Michael Mann (1999)
Al Pacino, Christopher Plummer, Diane Verona.
El sábado estuve viendo El Dilema.
Hacía mucho tiempo y, salvo el principio (lo de los moros como que me da igual), me la puse entera, porque dejando aparte el hieratismo general marca de la casa Pacino, el amigo Al está especialmente bien en bastantes escenas con el elegantísimo señor Plummer y dándole caña a todo el equipo de la CBS. No es que se le vaya a salir un ojo más que otro y más aún de lo que habitualmente los tiene, pero se aprecia a la legua que le echó más arte porque debía andar más picado que con viruela por el repaso de impresión y sin vergüenza que le estaba haciendo el talentazo pasado de tocino veteado y veinte años más joven del supuesto co-protagonista en cada escena que compartían. Bueno, lo de compartir es una deferencia al divino Pacino, por carrerón y respeto a las canas, pero hablando en plata digamos que debió cagarse en la puta madre que parió a la mala bestia aquella por robarle todas esas escenas, una detrás de otra, con premeditación, alevosía y nocturnidad y pasándose la categoría de este intocable por el arco del triunfo, o mejor dicho, ya que estamos finos, por todo el forro de los cojones.

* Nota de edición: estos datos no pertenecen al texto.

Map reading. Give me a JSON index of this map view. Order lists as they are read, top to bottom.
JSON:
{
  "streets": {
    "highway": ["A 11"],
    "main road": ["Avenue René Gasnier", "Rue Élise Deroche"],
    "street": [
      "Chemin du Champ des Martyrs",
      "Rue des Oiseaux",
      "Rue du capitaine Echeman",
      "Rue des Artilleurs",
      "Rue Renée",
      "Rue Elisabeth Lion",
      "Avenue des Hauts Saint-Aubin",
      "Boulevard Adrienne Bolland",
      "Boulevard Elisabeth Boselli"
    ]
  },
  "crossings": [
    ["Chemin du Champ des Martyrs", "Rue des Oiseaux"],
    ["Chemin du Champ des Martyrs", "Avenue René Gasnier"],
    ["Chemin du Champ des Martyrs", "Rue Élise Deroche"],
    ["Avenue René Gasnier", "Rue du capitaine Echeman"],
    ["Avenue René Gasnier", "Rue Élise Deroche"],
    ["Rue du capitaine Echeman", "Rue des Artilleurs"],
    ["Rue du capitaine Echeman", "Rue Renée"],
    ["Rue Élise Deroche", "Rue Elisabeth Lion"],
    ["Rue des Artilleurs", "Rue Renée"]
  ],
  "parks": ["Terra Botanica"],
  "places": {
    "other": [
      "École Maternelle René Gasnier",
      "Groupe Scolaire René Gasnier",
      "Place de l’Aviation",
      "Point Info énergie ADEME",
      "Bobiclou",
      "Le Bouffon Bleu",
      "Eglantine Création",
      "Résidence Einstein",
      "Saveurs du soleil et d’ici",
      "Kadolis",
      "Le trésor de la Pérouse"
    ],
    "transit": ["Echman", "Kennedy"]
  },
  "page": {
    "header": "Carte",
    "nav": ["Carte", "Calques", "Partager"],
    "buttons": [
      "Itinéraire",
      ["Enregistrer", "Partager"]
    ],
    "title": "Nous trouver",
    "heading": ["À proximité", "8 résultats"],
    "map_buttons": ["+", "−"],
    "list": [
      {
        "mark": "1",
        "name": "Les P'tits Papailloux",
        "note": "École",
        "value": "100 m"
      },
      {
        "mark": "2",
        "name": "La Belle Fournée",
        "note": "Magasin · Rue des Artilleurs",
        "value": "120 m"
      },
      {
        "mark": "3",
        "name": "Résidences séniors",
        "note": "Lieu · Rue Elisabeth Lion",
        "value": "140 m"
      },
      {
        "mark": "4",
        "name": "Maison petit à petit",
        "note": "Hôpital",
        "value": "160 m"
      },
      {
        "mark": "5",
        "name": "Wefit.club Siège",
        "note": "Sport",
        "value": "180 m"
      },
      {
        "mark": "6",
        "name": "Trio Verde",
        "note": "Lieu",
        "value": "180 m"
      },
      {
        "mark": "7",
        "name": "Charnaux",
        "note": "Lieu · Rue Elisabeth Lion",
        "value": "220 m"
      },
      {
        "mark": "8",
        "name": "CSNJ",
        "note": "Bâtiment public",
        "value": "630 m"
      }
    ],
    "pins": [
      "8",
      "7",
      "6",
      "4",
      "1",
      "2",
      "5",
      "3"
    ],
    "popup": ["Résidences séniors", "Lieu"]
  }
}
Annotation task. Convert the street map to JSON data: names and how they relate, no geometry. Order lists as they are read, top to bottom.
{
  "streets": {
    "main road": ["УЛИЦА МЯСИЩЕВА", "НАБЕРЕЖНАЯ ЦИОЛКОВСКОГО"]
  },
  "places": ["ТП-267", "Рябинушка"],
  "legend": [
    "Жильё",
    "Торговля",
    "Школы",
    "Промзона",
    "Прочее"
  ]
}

Que fuera del plató fuesen más amigos que gorrinos no se discute pero entre “acción” y “corten”, todas las veces que se le puso enfrente el perro antípoda aquel se lo comió con patatas y eructando sin pudor; y de esa guisa, desfigurado, sobrado de carnes, rapado para ponerse una peluca con más canas que él que se pasó veinte pueblos con el tinte, y destilando mejor hacer en dos horas y media que todos los momentos de gloria que le cuelgan al divino, porque Pacino siempre suena y se parece a Pacino –igual que De Niro o Nicholson que, excepto en honrosas ocasiones, ya no se quitan los nombres–, pero el aparentemente animalito de bellota este, entonces mediando la treintena y habiendo dado ya el bombazo a lo BESTIA en plan confidencial y muy, muy secretito, resulta que no sólo se quita el nombre sino que se desprende de piel, cuerpo, corazón y alma y desaparece en un personaje o en lo que haga falta. Y por hacerlo aquí, le cayó una nominación como Dios manda al muñequito dorado que, por uno de esos misterios indescifrables de la vida, se llevó el anodino Kevin Spacey en ese peñazo de American Beauty (está bastante mejor ese estupendo Chris Cooper del pirado que, en justicia y por plasta, le pega el tiro al final).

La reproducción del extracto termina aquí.